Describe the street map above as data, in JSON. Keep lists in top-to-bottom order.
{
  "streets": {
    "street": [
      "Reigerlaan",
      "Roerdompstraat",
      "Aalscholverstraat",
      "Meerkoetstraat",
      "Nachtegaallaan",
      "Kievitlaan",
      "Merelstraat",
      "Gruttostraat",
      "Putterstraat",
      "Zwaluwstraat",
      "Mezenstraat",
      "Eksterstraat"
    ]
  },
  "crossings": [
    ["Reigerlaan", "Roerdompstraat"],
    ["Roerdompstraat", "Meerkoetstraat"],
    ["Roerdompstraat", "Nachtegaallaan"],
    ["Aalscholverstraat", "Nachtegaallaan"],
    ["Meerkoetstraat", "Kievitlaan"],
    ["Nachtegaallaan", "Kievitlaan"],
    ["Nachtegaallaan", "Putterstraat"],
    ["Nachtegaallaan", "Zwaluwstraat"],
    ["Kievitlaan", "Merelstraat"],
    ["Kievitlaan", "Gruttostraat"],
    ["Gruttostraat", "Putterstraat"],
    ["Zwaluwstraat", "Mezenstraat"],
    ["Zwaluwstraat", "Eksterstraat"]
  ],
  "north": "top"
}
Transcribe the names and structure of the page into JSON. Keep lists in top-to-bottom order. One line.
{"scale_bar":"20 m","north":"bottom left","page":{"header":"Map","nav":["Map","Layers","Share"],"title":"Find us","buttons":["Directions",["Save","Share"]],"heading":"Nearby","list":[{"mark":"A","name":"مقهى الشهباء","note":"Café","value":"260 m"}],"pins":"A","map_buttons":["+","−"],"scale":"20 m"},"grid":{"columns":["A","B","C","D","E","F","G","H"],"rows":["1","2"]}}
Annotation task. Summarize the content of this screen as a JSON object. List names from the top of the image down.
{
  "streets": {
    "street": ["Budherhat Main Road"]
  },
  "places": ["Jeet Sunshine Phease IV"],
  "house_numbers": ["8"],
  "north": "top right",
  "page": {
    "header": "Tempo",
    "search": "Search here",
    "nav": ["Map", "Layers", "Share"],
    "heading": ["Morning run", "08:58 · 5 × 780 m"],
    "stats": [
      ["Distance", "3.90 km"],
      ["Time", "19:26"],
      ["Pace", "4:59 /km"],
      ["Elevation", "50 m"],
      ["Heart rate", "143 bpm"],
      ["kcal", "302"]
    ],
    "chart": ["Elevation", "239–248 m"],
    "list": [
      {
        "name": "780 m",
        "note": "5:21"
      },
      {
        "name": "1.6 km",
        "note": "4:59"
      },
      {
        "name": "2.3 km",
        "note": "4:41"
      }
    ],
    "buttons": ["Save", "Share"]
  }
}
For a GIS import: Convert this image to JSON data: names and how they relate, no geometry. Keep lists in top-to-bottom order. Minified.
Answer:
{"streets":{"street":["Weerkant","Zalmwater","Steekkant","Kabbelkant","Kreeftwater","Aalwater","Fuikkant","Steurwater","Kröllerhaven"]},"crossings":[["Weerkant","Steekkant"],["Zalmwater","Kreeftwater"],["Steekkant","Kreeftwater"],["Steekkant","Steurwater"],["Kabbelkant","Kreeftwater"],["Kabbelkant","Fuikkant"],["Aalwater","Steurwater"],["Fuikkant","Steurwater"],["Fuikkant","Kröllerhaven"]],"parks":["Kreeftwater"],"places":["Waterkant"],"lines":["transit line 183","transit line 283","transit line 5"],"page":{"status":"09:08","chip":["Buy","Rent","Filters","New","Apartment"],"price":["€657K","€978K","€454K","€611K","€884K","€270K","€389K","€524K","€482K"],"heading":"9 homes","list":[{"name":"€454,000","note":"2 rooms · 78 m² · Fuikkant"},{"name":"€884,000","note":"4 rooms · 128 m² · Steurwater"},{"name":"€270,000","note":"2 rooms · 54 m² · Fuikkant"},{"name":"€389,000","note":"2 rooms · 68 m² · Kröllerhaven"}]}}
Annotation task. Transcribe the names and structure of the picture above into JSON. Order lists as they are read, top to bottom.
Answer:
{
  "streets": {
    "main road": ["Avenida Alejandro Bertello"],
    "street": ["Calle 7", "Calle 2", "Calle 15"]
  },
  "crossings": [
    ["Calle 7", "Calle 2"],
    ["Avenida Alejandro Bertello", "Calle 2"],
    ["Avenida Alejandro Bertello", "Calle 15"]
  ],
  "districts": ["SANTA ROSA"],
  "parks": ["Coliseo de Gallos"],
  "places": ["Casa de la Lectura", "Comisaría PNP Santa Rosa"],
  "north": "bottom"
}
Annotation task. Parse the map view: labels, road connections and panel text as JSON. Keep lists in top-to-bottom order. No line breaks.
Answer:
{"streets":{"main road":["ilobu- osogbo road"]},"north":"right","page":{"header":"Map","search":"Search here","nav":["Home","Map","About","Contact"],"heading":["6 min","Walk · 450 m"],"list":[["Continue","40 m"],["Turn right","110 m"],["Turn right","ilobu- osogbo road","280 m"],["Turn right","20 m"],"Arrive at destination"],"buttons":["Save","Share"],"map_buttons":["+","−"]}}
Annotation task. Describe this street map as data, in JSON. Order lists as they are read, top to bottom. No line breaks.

● ● ● ●

Where in the records above does the word "breaks" appear? Copy each line that holds it.

Annotation task. Parse the map view: labels, road connections and panel text as JSON. Keep lists in top-to-bottom order. No line breaks.
Annotation task. Describe this street map as data, in JSON. Order lists as they are read, top to bottom. No line breaks.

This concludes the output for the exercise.